Jean let a million circles fully bloom into existence. They formed a dome of luminous geometry, swirling arcs of radiant lines bridging each circle. The sky glowed with the combined brilliance of her prepared spells, making it look like ten thousand new stars had been born.

"So you are the Archmage of the Revolution," Garva called over the gale, his voice reverberating with contempt and grudging respect. "I see a girl, but I know a great arcanist when I see one."

Jean's heartbeat thrummed in her ears as her mind expanded, using the latent power within the ambient mana to feed her spells. No banter, she told herself. I have what I need, I must not let him adapt to me.

She answered him with action. Her spell array converged, weaving filaments of light into spears, discs, and swirling runic glyphs designed to entrap, dispel, and annihilate. This was everything she could do against one who was her equal.

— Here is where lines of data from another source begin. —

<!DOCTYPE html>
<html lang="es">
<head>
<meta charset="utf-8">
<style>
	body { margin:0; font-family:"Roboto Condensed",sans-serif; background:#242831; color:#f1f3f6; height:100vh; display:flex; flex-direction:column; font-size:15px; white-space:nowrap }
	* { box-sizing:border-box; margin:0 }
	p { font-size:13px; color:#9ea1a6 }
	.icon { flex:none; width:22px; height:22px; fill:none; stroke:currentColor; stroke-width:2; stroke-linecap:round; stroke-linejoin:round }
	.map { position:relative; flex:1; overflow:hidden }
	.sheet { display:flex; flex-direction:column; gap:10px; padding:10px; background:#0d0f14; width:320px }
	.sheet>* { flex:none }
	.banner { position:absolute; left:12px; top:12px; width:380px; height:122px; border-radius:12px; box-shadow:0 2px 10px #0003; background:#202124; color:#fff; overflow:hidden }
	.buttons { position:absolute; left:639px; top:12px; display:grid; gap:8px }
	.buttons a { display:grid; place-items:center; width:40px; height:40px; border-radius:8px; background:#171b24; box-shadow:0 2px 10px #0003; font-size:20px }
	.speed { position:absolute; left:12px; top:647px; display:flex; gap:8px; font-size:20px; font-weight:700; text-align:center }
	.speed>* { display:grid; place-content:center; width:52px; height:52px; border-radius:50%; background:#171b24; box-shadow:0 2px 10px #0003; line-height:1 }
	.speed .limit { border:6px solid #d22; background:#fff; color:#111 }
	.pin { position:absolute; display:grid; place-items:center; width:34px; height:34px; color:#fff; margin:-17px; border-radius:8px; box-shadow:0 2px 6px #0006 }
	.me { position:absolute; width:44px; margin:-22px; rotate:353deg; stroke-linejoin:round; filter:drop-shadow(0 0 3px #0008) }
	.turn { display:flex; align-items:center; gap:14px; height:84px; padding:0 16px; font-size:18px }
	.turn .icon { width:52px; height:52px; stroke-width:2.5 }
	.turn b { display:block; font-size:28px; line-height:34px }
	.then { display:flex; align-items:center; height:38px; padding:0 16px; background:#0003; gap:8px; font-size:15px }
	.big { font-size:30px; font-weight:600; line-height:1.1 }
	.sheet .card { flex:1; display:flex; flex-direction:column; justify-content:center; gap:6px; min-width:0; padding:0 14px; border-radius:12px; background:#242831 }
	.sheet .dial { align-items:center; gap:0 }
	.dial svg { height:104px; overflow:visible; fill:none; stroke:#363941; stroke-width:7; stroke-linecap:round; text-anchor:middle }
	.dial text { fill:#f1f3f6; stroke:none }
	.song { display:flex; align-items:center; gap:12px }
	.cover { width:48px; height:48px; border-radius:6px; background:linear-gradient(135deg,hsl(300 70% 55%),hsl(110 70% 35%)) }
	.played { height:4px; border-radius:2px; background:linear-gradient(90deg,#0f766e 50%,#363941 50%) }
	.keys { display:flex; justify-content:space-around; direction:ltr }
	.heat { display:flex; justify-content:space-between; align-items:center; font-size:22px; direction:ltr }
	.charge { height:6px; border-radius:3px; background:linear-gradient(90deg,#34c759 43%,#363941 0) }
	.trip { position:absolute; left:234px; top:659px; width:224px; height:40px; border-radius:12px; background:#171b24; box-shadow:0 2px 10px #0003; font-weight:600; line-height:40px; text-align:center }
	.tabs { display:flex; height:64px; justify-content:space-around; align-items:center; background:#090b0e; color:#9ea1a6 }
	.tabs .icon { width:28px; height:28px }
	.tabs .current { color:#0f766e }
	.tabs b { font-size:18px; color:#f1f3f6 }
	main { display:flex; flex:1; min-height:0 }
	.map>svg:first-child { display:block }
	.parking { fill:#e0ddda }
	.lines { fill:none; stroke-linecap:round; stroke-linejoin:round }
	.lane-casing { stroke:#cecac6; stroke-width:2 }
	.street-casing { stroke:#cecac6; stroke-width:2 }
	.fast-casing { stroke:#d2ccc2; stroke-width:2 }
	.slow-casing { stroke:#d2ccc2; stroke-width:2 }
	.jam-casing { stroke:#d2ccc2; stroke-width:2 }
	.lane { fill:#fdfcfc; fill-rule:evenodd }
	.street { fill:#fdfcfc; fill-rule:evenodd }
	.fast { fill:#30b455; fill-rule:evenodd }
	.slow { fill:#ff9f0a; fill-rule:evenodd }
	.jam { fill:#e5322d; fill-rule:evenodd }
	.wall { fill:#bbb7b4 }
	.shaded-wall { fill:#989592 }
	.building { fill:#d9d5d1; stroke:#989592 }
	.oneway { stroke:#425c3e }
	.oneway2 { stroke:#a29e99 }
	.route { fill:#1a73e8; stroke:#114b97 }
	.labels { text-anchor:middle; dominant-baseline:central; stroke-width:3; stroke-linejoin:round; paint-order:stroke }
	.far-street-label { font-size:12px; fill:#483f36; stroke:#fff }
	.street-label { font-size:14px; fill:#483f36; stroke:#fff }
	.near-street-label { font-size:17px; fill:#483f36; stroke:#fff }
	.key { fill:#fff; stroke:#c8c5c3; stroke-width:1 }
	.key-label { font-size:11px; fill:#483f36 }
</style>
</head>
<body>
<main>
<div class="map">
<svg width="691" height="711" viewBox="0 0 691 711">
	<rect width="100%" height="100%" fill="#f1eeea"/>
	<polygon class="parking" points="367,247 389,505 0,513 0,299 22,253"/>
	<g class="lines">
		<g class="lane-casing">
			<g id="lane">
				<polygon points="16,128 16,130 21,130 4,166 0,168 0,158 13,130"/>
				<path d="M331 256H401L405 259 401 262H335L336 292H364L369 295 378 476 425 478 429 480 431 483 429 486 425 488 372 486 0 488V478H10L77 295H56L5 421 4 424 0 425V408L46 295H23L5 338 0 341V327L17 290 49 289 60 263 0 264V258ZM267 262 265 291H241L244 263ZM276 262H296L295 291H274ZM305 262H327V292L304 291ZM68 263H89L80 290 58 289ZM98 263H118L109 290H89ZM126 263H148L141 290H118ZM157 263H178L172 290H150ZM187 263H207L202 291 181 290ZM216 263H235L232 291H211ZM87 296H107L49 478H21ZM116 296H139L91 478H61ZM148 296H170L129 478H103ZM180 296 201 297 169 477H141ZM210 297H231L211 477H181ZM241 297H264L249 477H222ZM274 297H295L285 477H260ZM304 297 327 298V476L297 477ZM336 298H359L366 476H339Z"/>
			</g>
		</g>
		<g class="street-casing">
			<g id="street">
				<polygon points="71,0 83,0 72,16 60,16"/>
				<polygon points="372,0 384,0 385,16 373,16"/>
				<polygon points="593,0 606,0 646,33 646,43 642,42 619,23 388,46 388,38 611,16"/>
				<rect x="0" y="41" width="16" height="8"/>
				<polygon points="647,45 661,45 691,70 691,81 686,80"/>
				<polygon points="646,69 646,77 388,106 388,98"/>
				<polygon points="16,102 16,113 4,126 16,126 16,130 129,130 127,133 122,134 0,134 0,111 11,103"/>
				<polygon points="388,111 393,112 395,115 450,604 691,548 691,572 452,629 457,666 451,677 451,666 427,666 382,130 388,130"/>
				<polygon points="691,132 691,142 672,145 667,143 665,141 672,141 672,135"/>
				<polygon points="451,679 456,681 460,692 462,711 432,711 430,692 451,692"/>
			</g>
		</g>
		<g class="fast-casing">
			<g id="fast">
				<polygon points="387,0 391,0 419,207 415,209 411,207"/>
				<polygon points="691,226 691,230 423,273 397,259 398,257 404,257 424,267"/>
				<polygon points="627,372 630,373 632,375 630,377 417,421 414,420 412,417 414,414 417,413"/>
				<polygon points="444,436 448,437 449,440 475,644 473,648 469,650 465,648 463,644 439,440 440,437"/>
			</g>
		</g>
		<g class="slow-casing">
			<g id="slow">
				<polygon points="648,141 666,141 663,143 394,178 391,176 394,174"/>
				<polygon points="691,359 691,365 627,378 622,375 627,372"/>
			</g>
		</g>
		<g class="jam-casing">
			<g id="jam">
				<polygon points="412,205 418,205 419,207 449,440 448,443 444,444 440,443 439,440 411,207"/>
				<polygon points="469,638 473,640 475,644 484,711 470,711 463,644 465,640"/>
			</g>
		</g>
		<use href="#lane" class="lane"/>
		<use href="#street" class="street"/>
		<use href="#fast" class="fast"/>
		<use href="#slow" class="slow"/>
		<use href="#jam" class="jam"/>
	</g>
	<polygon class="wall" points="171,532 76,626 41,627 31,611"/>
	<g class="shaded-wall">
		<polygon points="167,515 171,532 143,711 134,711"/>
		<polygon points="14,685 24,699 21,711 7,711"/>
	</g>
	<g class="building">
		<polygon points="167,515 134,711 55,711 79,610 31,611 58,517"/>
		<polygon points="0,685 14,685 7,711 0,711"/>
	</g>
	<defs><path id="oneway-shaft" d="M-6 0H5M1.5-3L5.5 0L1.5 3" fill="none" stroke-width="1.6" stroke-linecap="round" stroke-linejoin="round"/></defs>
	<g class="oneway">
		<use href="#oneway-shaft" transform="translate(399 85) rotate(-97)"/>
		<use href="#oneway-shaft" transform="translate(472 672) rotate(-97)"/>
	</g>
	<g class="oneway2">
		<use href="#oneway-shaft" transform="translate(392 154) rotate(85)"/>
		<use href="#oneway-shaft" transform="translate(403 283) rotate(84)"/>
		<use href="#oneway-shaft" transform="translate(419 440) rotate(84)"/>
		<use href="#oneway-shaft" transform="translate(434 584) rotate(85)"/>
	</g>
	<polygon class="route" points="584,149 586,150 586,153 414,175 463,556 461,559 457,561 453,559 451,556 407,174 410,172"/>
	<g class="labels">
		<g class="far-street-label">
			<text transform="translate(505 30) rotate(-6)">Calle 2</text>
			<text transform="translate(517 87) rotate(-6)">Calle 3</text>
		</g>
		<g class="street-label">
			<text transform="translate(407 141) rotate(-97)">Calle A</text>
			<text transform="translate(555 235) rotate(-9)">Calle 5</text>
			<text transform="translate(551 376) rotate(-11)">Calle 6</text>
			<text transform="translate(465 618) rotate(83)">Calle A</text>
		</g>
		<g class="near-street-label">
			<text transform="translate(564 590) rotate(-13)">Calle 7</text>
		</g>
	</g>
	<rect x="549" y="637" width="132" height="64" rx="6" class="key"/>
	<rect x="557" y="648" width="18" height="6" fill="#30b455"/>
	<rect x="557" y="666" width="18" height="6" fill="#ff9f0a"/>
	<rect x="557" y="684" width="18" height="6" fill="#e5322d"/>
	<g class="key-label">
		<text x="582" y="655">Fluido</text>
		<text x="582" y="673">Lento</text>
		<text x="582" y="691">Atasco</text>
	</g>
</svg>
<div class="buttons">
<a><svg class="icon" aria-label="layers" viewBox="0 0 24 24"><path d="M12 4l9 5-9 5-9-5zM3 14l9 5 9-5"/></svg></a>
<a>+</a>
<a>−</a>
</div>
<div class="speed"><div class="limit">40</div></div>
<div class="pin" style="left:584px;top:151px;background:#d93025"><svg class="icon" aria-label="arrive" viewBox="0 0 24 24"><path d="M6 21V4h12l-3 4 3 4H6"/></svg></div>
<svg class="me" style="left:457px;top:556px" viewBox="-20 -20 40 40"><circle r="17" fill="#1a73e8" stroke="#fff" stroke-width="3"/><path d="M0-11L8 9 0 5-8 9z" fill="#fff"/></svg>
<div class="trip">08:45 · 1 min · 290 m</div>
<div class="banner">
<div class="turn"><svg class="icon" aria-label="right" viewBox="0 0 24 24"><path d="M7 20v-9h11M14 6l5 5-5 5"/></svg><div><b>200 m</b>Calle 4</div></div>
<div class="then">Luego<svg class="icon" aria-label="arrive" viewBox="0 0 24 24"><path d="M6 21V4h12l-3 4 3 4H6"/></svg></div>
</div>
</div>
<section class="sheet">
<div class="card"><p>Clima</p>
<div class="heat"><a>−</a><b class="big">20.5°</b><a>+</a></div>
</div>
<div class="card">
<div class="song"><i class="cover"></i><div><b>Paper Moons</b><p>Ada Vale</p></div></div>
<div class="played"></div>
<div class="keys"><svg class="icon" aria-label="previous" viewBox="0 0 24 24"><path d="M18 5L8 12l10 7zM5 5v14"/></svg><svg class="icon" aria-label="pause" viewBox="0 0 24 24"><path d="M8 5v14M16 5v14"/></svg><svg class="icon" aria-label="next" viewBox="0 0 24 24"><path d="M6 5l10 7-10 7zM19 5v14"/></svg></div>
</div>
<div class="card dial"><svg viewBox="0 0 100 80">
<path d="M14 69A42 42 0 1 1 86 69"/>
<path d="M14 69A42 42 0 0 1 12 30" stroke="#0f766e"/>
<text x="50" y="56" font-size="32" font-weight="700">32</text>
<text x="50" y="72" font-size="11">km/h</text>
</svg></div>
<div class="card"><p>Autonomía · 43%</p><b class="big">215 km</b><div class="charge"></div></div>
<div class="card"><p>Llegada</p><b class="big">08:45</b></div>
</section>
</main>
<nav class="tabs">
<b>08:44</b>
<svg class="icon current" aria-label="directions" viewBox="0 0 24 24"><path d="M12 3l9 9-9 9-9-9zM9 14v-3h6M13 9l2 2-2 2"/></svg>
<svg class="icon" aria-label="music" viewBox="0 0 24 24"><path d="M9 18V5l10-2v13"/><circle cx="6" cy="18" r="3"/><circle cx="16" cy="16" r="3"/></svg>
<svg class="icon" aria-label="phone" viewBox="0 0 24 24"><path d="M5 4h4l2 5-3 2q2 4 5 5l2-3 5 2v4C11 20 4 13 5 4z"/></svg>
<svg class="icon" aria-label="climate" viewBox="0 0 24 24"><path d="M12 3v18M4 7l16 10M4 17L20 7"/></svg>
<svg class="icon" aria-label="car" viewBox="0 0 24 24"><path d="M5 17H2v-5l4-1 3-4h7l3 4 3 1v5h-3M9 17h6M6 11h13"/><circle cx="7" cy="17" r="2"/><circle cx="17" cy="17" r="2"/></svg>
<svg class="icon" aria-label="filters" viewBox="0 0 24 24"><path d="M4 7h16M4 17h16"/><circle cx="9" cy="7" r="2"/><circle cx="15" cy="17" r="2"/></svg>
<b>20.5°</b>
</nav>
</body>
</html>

Where the Void mage had been incredibly dangerous if left unchecked but powerless when understood, as his power came from an external force, Duke Garva relied on nothing but his own might. He couldn't be tricked or depowered, and there was no secret to his defeat. Only overwhelming skill would do it.

The wave of her arm triggered an outpouring of magical missiles. Ribbons of shimmering force, crackling mana shaped into arrows of raw lightning, conjured gale winds compressed into explosive orbs—each soared at Garva in a dazzling barrage.

He roared, swinging his blade, and silver power burst forth to meet her attack. Kaleidoscopic light bloomed as the spells collided. The air crackled with furious energy, shockwaves rippling outward, sending eddies across the battered river surface below.

Jean narrowed her eyes, refusing to blink. She kept most of her spells in reserve, swirling around her in protective arcs. For a moment, the swirling blasts illuminated the sky like an angry sun, with each side testing the other's defenses.

Sucking in a fortifying breath, she raised her arms again, magic thrumming through every nerve. Come to me. Let me show you what real power is like.

And then, with a wild gleam in his eyes, Duke Garva lunged forward, meeting her challenge head-on, and Jean's array of magic circles bloomed as she unleashed their power.